Amnesty International tire la sonnette d’alarme concernant la Coupe du Monde 2026, avertissant que cet événement très attendu pourrait devenir une « plateforme pour la répression » et un aimant à protestations, à moins que les pays hôtes n’appliquent des garanties en matière de droits humains.
Coupe du Monde 2026 : un aimant à protestations
Dans son nouveau rapport cinglant « Humanity Must Prevail: Defending Rights, Tackling Repression, at the 2026 FIFA World Cup », Amnesty dépeint une image sombre des risques qui pèsent sur les fans, les joueurs, les journalistes et les travailleurs aux États-Unis, au Mexique et au Canada — les pays hôtes coorganisateurs du tournoi.
Leur rapport met en lumière des pratiques autoritaires aux États-Unis dans le cadre d’une « urgence des droits humains », et l’aggravation de la crise du logement au Canada, avec des communautés vulnérables exposées au déplacement, et des protestations prévues par des militants au Mexique.
L’organisme de surveillance des droits humains avait ceci à dire au sujet du tournoi de cette année :
Compte tenu de leur ampleur et de leur portée, les Coupes du Monde font souvent l’objet d’un traitement critique par les médias et de protestations publiques. Or, malgré ses propres politiques en matière de droits humains, la FIFA restreint le droit à la liberté d’expression des supporters et des joueurs, y compris par son « Code de conduite des stades » pour les supporters qui interdit les messages et symboles « politiques », ainsi que son Code disciplinaire pour les joueurs et les responsables.

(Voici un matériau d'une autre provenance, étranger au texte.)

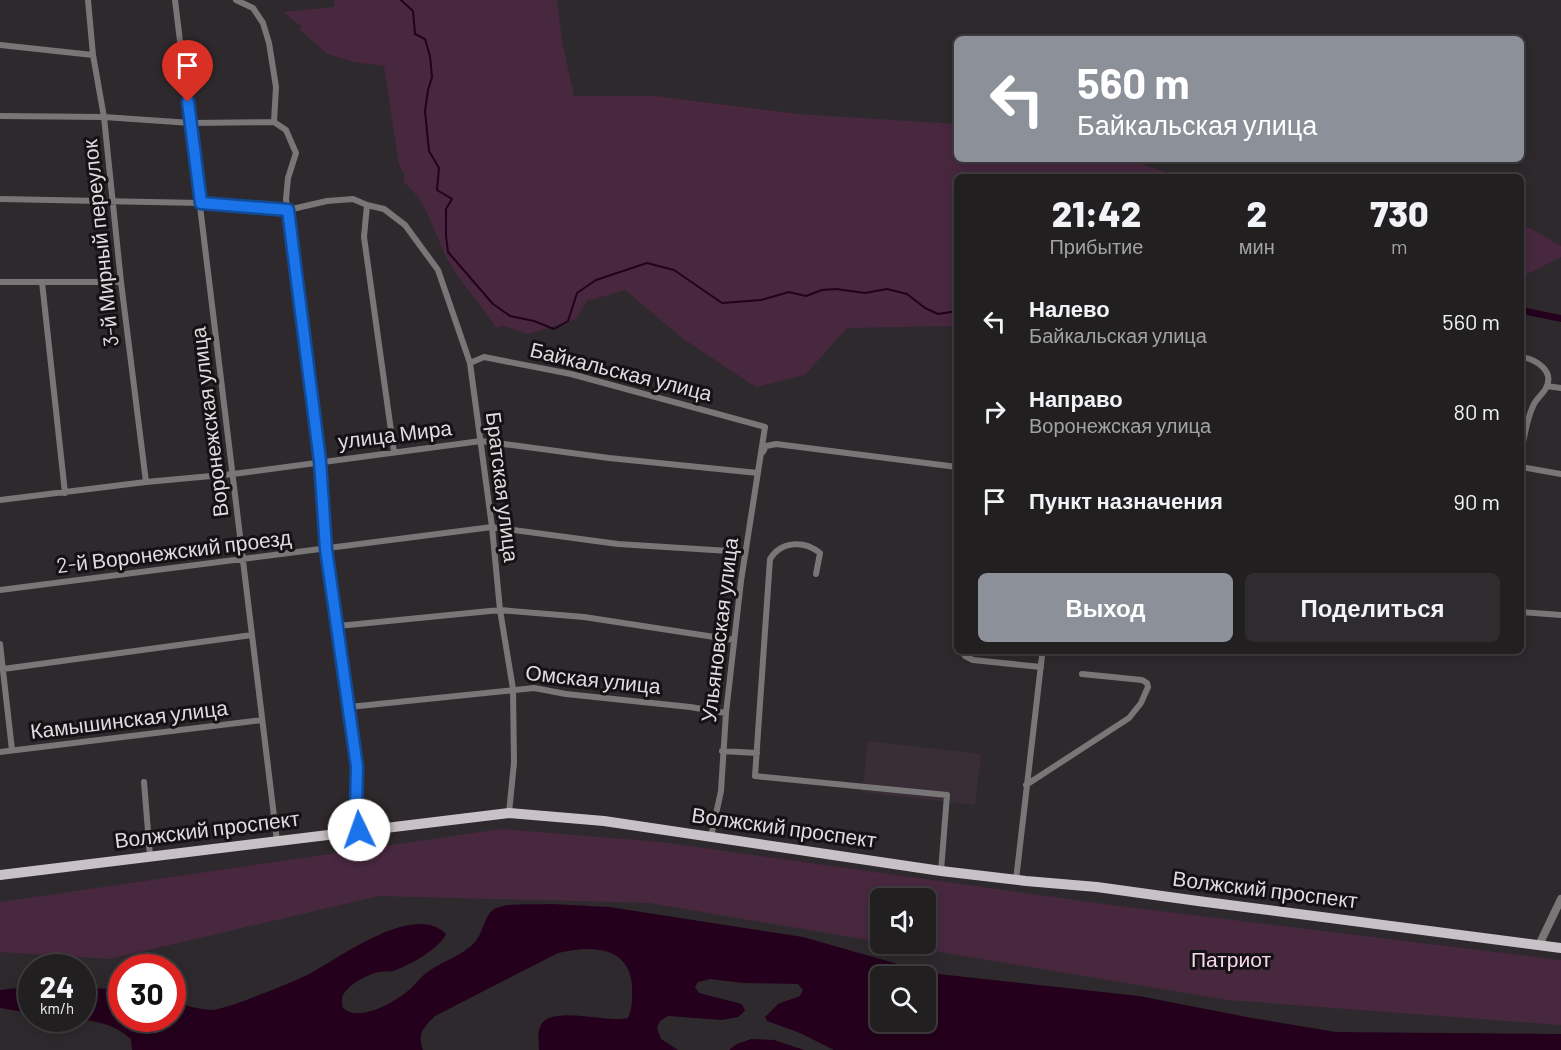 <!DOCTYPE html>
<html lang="ru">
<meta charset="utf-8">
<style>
:root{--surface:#221f21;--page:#2e2c2e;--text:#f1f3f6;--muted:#a2a2a5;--line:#3f3d3f;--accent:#8c9099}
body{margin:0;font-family:Barlow,sans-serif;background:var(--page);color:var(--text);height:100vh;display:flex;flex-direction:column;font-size:22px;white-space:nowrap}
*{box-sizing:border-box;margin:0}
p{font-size:20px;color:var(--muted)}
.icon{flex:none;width:33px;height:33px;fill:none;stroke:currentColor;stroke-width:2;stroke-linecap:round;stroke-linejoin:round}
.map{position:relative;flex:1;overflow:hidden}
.sheet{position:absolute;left:954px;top:174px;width:570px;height:480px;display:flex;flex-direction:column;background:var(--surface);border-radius:9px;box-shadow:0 3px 15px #0003,0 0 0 2px var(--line)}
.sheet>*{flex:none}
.guide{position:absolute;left:954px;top:36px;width:570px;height:126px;border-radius:9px;box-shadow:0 3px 15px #0003,0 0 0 2px var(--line);background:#8c9099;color:#fff;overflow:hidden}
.tools{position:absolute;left:870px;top:888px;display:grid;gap:12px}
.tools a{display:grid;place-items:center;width:66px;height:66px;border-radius:9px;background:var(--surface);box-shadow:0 3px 15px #0003,0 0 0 2px var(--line);font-size:30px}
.speed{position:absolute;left:18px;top:954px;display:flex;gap:12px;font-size:30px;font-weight:700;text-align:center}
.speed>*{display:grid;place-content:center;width:78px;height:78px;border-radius:50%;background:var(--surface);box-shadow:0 3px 15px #0003,0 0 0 2px var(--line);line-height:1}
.speed small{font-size:15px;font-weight:400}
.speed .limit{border:9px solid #d22;background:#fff;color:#111}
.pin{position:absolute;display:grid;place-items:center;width:51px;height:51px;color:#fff;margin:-62px -26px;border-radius:50% 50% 50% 0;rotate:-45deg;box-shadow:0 0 6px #0007}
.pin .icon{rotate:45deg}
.me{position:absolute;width:66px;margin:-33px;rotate:357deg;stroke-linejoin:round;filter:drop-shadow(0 0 4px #0008)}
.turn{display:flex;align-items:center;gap:21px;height:126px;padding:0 24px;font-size:27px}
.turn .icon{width:78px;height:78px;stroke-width:2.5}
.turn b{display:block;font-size:42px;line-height:51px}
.eta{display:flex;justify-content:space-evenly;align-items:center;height:102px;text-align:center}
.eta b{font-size:36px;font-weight:800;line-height:42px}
.action{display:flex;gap:12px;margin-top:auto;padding:12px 24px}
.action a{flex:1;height:69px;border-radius:9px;background:var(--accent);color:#fff;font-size:24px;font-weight:800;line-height:69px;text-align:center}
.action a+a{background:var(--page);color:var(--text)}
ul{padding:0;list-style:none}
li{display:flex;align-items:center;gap:18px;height:90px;padding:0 24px}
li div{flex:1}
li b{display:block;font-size:22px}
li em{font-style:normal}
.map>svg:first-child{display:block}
.built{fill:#392e36}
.green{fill:#48283f}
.water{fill:#24001c;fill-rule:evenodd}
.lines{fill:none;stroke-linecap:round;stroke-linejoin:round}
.stream{stroke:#24001c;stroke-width:2}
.minor{stroke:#797678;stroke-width:6}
.tertiary{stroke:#797678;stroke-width:8}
.primary{stroke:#c8c2c6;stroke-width:10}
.route-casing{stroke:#114b97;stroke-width:15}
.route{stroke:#1a73e8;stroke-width:10}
.labels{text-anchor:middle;stroke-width:6;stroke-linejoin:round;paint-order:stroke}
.street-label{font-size:21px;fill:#dfdbde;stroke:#141214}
.park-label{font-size:21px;fill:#f7d6ec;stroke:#141214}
</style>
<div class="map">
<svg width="1561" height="1050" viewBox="0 0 1561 1050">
<rect width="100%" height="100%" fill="#2e292c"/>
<path class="built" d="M 868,741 L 981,754 L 975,805 L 862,792 Z"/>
<path class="green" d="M 334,0 L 557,0 L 562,41 L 574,96 L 655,96 L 798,114 L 957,124 L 957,159 L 1125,159 L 1182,177 L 957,177 L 957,326 L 847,328 L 805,375 L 756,387 L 682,338 L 625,290 L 587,301 L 576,319 L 528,334 L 503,326 L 496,328 C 483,306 465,288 452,267 C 436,242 428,199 403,182 L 405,176 L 399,165 L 384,66 L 354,62 L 327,54 L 300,30 L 302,27 L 283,12 L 334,7 Z
M 1521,223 L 1561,246 L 1561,257 L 1521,277 Z
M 501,829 L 661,842 L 1111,905 L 1561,960 L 1561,1025 L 1227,1000 L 891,944 L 926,944 L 926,898 L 880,898 L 880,942 L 649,903 L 379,896 L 110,959 L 0,952 L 0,902 Z"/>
<path class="water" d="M 1521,307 L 1561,315 L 1561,322 L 1521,314 Z
M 552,904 L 609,907 L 803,937 L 929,973 L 1139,996 L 1252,1018 L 1336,1032 L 1561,1034 L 1561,1050 L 834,1050 L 800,1033 L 767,1021 L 765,1017 L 778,1004 L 800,996 L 803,990 L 798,984 L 743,983 L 710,979 L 698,982 L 695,987 L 699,993 L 742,1004 L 745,1011 L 738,1017 L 722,1020 L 668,1016 L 660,1021 L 657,1028 L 661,1039 L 678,1050 L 539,1050 C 539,1043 537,1034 540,1027 C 549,1003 608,1024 628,1018 C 633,1007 632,997 632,985 C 628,944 588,946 558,953 L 435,1016 C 423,1028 417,1033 423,1050 L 132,1050 L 131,1039 C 114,1024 97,1021 74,1019 L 82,1018 L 83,988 L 121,989 L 122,1018 L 172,1018 L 173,1002 C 186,1005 200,1010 213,1010 C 227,1009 299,980 313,972 C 342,956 415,902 446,934 C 440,948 409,966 393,971 C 389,972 384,971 379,972 C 368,974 345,986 342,998 C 342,999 342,1007 343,1008 C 359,1023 395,1002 409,990 C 416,984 421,976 429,971 C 443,961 464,955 475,942 C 483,933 485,915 493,910 C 504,902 537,905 552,904 ZM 880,976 L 926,976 L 926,1022 L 880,1022 Z
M 17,988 L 31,988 L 31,1013 L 0,1008 L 0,990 Z
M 751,1039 L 774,1040 L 804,1050 L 729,1050 L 737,1044 Z"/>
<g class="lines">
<path class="stream" d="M 401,0 L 413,11 L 415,34 L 425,39 L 430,56 L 432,77 L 428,90 L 425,111 L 429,151 L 439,168 L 437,190 L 452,199 L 446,209 L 446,236 L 448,252 L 493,304 L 510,316 L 534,321 L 554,329 L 568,321 L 577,293 L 596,280 L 647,263 L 674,270 L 722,303 L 761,300 L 789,292 L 806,296 L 822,290 L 836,289 L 865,293 L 887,289 L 907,294 L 925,308 L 938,314 L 957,311"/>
<path class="minor" d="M 88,0 L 93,55 L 104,117 L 121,282 L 146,482
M 175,0 L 277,841
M 236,0 L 253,8 L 263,23 L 269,43 L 276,87 L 274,122 L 286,130 L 296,153 L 288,178 L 286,199 L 320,461 L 326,549 L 357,767 L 356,810 L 359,830
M 0,45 L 93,55
M 0,116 L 104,117 L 191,123 L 274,122
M 0,199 L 201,203 L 288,210 L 327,201 L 353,199 L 367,205 L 384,209 L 405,225 L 438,270 L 470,363 L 492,527 L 500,610 L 513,689 L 514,763 L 509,813
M 367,205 L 364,237 L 394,452
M 0,282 L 121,282
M 42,282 L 65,493
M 1521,357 C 1536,359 1555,371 1546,388 C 1543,394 1537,398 1534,404 C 1527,417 1525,435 1521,450
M 470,363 L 484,357 L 571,374 L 765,427 L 741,581 L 726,713 L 721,791 L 711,837
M 1547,386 L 1561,388
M 763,452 L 766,446 L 776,444 L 957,467
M 1521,467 L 1561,474
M 0,500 L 146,482 L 233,474 L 481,441 L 609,458 L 758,473
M 816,574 L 820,553 C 804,540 781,541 770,559 L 755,776 L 947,795 L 941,871
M 0,590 L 492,527 L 618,544 L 745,552
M 1521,612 L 1561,615
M 338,626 L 500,610 L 584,617 L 734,640
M 0,644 L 12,750
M 962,651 L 965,656 L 973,660 L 1041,667
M 3,669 L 252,635
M 349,707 L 534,688 L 566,694 L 690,707 L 726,713
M 722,751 L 757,753
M 0,752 L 262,720
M 144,782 L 150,856
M 1026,785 L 1129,718 L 1141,703 L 1148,687 L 1147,683 L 1142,680 L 1082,674
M 1016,880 L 1042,656"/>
<path class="tertiary" d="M 1539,945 L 1561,899"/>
<path class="primary" d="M 0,875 L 509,813 L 604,821 L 941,871 L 1026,881 L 1097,887 L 1198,901 L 1561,948"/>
</g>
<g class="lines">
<g class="route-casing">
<path id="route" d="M 188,102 L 201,203 L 288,210 L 320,461 L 326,549 L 357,767 L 356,810 L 359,830"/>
</g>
<use href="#route" class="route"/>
</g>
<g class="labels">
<g class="street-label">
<text transform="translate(101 243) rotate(-96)" y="7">3-й Мирный переулок</text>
<text transform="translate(621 372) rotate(14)" y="7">Байкальская улица</text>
<text transform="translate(210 422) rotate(-97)" y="7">Воронежская улица</text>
<text transform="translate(395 435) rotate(-7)" y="7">улица Мира</text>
<text transform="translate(502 487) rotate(83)" y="7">Братская улица</text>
<text transform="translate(174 552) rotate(-7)" y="7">2-й Воронежский проезд</text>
<text transform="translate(720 630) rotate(-83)" y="7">Ульяновская улица</text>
<text transform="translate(593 680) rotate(6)" y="7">Омская улица</text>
<text transform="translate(129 720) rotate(-7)" y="7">Камышинская улица</text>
<text transform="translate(784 828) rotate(8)" y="7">Волжский проспект</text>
<text transform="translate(207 830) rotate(-7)" y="7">Волжский проспект</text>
<text transform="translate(1265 890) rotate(7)" y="7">Волжский проспект</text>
</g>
<g class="park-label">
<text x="1231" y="967">Патриот</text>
</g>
</g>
</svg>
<div class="tools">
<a><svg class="icon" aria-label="sound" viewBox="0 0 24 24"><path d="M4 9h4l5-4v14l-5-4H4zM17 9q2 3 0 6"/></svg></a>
<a><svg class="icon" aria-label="search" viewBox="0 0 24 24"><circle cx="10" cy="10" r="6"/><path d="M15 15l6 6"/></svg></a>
</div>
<div class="speed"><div>24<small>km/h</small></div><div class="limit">30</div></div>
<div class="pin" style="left:188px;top:102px;background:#d93025"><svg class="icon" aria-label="arrive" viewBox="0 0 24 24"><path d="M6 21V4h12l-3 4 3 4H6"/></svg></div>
<svg class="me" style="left:359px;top:830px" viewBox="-20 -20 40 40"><circle r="19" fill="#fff"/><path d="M0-13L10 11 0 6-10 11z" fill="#1a73e8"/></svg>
<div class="guide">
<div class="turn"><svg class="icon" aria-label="left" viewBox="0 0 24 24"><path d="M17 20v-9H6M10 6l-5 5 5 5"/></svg><div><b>560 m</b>Байкальская улица</div></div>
</div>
<section class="sheet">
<div class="eta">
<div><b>21:42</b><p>Прибытие</p></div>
<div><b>2</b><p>мин</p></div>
<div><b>730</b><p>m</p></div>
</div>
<ul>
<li><svg class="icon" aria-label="left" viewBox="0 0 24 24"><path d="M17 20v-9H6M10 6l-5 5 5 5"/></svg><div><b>Налево</b><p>Байкальская улица</p></div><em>560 m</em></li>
<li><svg class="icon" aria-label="right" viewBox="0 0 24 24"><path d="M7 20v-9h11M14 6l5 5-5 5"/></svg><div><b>Направо</b><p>Воронежская улица</p></div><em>80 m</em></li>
<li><svg class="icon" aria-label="arrive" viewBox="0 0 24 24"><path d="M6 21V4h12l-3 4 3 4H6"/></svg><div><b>Пункт назначения</b></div><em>90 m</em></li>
</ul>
<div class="action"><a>Выход</a><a>Поделиться</a></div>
</section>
</div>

Les promesses d’unité de la FIFA sonnent vides
Malgré les promesses vagues de la FIFA visant à garantir que le tournoi ne nourrisse pas les atteintes aux droits humains, le rapport révèle les contradictions criantes de ces assurances.
Amnesty International rapporte que :
L’affirmation de la FIFA selon laquelle « Football Unites the World » est en net contraste avec les pratiques divisives et répressives des gouvernements qui accueillent son tournoi phare.
Elles avertissent en outre que la Coupe du Monde 2026 se déroule :
Se déroulant au milieu d’une crise aiguë des droits humains, avec des risques et des répercussions importants pour les fans, les joueurs, les journalistes, les travailleurs et les communautés locales.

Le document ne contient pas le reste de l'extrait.